▶ Your goal:
Which lines in the listing below contain "middle"? Copy each of them.
======== Supplied data
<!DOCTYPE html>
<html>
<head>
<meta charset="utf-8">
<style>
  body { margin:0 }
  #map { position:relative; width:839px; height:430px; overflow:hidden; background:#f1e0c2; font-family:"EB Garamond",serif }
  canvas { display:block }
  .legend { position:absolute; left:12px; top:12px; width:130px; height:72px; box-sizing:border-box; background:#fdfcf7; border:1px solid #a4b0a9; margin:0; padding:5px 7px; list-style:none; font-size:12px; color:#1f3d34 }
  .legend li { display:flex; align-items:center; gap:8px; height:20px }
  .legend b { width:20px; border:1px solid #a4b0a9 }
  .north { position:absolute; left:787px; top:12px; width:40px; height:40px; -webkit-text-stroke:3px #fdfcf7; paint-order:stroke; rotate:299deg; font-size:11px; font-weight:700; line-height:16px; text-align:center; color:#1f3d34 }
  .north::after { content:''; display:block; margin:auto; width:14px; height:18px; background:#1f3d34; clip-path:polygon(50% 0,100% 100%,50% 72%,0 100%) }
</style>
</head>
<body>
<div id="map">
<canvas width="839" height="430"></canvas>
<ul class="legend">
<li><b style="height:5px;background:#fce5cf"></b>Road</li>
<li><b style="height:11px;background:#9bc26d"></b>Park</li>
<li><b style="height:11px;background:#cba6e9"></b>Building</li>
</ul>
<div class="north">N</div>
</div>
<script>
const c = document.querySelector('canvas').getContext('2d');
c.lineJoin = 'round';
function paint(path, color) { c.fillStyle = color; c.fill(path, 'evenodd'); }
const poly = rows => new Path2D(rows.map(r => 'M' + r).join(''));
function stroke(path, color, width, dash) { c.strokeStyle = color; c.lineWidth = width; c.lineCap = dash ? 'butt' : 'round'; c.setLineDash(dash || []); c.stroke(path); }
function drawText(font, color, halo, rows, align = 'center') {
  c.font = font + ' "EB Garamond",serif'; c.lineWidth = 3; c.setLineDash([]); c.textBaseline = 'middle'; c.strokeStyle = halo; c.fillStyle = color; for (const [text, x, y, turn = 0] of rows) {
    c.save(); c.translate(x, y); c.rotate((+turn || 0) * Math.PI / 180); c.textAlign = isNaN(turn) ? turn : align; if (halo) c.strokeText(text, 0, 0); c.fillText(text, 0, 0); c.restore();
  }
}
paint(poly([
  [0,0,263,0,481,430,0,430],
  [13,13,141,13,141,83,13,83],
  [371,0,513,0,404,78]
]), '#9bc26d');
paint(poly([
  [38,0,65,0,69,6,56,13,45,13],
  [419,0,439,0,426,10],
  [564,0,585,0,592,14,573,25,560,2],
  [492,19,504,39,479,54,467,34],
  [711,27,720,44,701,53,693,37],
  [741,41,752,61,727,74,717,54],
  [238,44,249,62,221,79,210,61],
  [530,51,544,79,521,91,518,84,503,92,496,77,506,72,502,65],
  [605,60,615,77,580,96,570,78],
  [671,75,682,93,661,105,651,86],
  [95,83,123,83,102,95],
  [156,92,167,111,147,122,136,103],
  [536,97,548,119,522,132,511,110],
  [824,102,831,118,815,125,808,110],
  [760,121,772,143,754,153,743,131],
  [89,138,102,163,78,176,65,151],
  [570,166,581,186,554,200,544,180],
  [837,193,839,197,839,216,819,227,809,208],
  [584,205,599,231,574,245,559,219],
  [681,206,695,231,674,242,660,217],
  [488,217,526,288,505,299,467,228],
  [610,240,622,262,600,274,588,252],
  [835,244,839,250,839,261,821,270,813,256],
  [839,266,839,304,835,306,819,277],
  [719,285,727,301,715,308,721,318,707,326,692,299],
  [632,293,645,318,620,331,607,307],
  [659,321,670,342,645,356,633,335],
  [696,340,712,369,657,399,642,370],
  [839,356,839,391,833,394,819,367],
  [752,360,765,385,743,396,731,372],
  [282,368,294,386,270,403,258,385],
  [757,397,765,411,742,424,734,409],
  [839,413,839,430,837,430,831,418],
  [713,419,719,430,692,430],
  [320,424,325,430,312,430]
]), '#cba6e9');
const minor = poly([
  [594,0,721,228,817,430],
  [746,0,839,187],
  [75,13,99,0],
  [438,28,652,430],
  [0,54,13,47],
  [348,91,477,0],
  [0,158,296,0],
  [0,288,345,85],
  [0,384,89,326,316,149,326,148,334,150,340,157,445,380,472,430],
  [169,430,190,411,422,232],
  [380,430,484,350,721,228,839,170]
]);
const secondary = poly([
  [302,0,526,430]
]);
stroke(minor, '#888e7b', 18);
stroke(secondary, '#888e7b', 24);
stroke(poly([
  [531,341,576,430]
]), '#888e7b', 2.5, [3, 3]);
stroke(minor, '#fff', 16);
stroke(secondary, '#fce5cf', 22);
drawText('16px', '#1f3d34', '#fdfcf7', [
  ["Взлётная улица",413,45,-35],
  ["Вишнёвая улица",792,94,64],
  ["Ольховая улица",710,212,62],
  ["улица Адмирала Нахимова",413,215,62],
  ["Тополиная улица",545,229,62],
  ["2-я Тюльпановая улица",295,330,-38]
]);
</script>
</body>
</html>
================
======== Supplied data
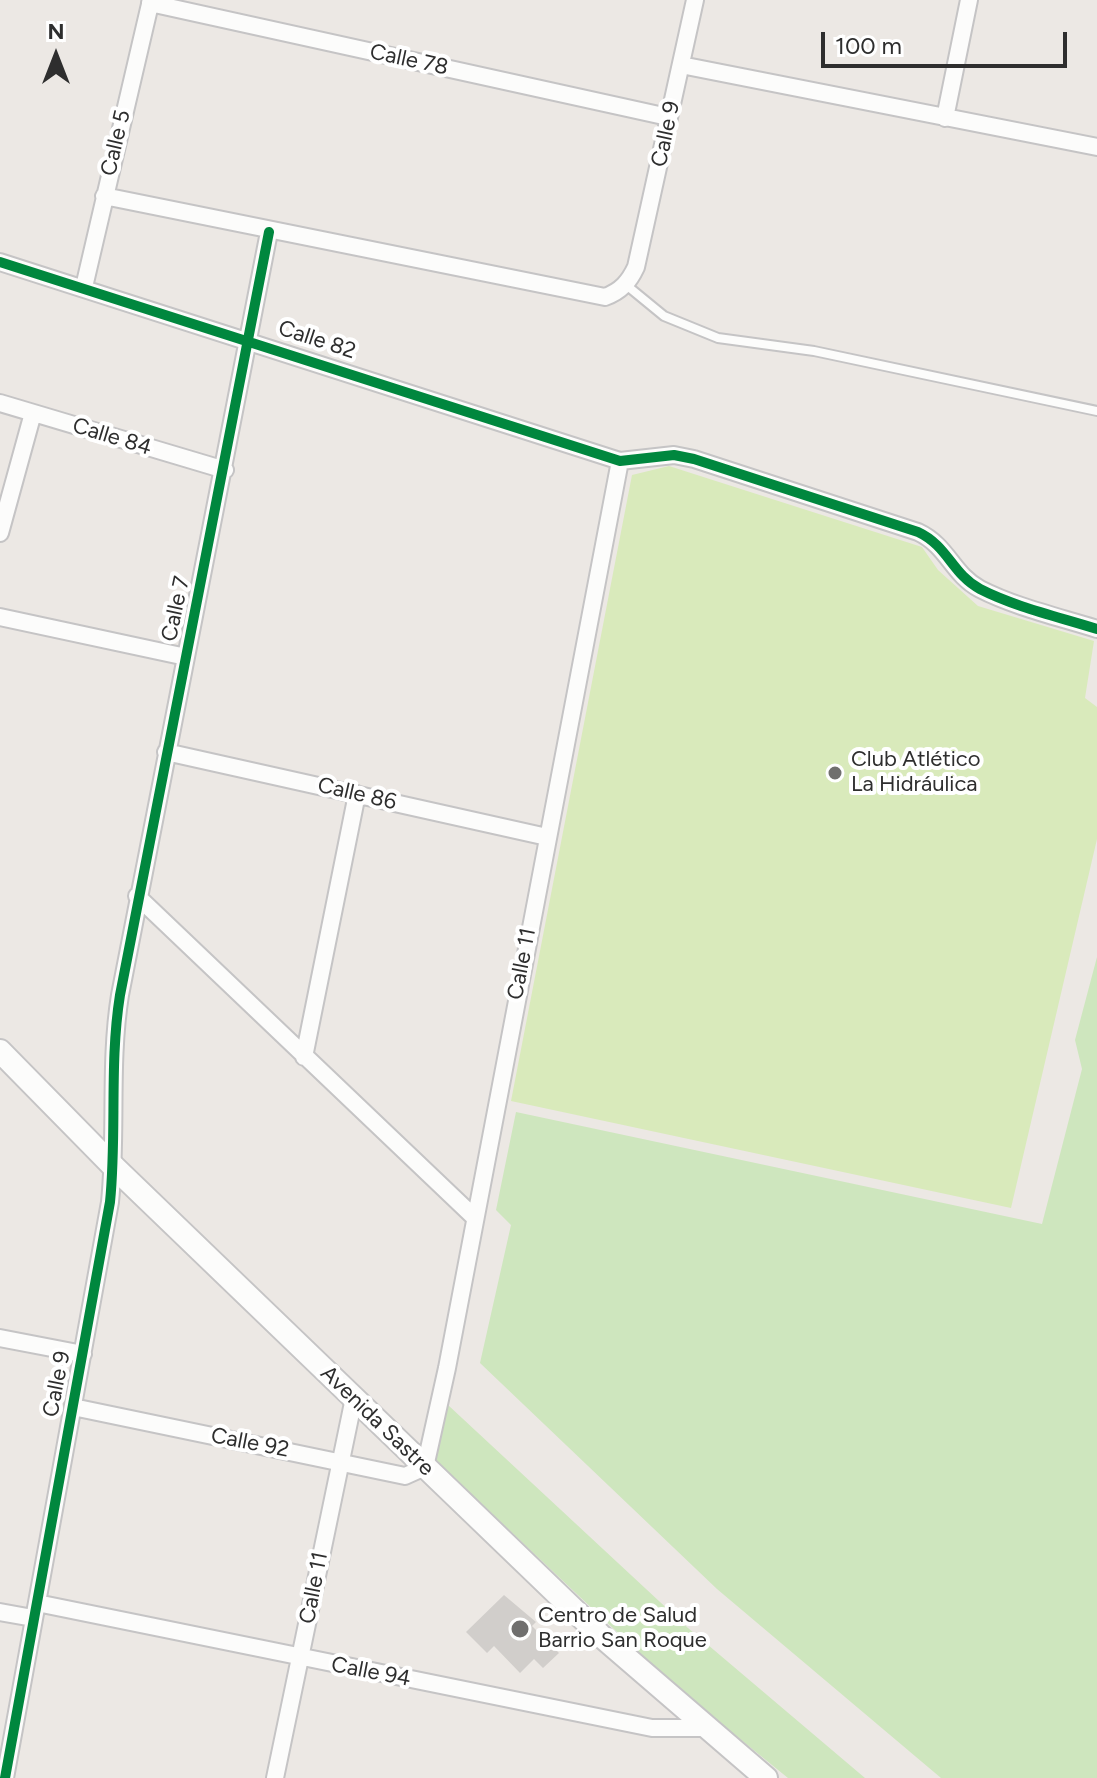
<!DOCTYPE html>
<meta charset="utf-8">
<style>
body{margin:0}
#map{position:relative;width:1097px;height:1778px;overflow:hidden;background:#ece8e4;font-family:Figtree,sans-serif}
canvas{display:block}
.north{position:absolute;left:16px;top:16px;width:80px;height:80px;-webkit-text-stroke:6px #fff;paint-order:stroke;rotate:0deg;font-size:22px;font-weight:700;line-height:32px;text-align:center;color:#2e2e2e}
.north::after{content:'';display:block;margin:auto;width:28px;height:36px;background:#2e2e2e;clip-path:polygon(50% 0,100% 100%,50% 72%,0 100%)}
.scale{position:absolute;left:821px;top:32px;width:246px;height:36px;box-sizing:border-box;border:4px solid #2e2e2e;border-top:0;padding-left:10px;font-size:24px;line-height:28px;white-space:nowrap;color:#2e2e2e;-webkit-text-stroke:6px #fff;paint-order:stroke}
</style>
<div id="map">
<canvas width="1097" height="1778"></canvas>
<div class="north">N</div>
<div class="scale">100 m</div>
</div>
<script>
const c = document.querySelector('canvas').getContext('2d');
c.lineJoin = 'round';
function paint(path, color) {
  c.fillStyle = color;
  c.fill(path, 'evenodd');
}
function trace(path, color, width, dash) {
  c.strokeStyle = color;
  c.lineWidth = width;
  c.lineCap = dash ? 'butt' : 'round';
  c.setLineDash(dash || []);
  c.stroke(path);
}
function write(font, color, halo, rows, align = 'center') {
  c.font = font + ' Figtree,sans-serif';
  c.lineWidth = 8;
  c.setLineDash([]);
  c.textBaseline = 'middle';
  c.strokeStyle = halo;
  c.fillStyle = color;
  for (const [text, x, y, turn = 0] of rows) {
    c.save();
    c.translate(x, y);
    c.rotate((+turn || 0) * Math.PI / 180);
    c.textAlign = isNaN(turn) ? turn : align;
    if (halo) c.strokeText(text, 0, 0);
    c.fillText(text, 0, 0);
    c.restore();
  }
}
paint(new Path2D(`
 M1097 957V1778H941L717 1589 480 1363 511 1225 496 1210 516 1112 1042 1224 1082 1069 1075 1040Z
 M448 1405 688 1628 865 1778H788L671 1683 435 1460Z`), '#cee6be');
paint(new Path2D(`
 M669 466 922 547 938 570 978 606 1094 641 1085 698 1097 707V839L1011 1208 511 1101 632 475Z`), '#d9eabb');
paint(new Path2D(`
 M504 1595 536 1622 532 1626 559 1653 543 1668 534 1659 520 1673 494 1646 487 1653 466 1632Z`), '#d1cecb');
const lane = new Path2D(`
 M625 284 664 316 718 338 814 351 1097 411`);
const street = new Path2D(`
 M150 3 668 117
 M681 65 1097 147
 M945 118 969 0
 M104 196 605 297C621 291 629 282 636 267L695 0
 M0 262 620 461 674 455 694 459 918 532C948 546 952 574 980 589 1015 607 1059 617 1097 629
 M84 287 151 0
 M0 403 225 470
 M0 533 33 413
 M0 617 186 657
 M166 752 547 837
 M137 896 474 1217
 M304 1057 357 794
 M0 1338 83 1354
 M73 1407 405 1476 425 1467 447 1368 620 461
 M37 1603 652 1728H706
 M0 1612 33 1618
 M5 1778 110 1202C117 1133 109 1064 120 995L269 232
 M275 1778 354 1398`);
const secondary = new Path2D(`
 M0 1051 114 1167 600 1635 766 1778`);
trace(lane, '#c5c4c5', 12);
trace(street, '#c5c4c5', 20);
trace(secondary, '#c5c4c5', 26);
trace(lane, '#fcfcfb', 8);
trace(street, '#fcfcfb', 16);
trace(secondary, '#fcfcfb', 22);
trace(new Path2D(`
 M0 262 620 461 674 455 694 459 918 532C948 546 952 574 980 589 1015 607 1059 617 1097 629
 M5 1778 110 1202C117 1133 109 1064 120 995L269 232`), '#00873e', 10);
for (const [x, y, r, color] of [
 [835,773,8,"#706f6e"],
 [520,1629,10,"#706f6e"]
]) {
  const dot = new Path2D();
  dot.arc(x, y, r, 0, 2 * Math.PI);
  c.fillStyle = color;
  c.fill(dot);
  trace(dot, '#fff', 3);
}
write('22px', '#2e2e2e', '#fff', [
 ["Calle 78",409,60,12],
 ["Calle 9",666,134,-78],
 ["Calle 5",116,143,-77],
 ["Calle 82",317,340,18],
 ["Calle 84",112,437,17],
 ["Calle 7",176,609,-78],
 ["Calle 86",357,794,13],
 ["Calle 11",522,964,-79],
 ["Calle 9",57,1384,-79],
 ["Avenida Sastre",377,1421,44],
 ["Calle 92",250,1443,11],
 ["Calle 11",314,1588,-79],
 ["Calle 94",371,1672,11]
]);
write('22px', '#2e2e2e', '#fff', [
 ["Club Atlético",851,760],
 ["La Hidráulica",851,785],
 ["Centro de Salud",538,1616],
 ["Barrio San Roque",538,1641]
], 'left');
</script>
================
======== Supplied data
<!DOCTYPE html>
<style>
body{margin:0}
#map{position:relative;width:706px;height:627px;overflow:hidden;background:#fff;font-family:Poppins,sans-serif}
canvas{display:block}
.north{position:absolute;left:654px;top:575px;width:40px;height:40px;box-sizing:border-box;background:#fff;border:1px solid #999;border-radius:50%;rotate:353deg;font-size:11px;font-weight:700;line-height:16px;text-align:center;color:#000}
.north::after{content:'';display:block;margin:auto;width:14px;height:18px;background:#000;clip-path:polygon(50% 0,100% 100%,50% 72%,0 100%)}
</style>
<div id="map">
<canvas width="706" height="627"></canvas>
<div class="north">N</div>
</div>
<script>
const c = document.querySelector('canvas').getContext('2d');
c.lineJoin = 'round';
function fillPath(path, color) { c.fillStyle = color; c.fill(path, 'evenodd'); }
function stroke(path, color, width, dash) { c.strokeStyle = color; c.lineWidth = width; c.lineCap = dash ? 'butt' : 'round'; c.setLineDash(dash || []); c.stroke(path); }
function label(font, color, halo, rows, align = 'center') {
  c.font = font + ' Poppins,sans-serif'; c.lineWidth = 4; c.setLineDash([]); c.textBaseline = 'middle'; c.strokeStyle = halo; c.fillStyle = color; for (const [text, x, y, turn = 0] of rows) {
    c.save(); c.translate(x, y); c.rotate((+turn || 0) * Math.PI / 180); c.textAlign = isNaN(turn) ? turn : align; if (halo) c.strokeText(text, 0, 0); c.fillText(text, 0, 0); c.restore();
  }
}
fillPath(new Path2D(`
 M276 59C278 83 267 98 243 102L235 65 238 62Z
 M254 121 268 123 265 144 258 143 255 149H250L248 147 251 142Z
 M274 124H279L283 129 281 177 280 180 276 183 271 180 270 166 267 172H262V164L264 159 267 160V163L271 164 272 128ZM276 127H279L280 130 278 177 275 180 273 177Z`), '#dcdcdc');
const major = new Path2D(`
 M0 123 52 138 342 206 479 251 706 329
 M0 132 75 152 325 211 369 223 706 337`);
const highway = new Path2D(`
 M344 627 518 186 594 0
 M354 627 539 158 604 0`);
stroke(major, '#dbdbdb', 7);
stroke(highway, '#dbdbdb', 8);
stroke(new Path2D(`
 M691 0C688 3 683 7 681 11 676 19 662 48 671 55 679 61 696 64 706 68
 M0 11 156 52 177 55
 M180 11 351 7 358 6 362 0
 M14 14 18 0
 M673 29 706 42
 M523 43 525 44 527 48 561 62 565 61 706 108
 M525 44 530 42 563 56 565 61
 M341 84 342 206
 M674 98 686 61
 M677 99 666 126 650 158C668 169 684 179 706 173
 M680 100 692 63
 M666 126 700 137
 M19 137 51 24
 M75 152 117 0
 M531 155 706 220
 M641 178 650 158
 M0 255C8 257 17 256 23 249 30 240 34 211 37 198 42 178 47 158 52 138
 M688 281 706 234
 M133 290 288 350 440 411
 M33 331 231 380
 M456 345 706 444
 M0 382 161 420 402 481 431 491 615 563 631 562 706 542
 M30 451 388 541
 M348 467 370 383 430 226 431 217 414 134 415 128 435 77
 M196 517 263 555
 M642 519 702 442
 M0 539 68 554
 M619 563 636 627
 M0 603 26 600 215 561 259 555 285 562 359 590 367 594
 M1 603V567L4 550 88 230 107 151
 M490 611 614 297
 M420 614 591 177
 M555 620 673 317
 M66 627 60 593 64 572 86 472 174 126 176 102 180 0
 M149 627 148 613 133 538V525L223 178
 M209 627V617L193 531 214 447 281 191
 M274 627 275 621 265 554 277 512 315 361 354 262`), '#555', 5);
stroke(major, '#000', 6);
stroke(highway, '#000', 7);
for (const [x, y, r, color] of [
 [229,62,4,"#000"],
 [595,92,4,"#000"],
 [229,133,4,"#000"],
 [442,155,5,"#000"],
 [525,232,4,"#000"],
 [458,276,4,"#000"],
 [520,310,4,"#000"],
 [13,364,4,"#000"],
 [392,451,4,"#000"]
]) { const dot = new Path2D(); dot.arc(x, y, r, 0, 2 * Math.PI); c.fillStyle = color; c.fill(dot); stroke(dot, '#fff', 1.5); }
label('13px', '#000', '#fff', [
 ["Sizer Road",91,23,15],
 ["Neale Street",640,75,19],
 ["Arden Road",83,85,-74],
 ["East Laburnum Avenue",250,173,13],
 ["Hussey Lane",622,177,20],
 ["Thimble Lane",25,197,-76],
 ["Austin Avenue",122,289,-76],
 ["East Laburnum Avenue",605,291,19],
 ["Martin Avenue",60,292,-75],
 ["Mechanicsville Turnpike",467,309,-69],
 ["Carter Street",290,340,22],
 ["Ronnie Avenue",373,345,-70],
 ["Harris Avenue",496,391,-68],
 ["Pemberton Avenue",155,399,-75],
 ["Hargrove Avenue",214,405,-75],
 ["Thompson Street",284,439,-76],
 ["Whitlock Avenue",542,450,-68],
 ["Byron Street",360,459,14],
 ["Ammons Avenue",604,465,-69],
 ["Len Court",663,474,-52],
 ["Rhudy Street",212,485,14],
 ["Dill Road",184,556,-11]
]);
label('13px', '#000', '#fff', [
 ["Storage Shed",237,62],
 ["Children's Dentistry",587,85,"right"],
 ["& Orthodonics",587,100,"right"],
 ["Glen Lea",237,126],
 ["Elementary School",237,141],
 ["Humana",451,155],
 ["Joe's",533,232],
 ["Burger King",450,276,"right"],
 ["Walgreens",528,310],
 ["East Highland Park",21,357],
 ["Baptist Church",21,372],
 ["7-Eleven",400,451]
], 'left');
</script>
================
▶ Output below:
  c.font = font + ' "EB Garamond",serif'; c.lineWidth = 3; c.setLineDash([]); c.textBaseline = 'middle'; c.strokeStyle = halo; c.fillStyle = color; for (const [text, x, y, turn = 0] of rows) {
  c.textBaseline = 'middle';
  c.font = font + ' Poppins,sans-serif'; c.lineWidth = 4; c.setLineDash([]); c.textBaseline = 'middle'; c.strokeStyle = halo; c.fillStyle = color; for (const [text, x, y, turn = 0] of rows) {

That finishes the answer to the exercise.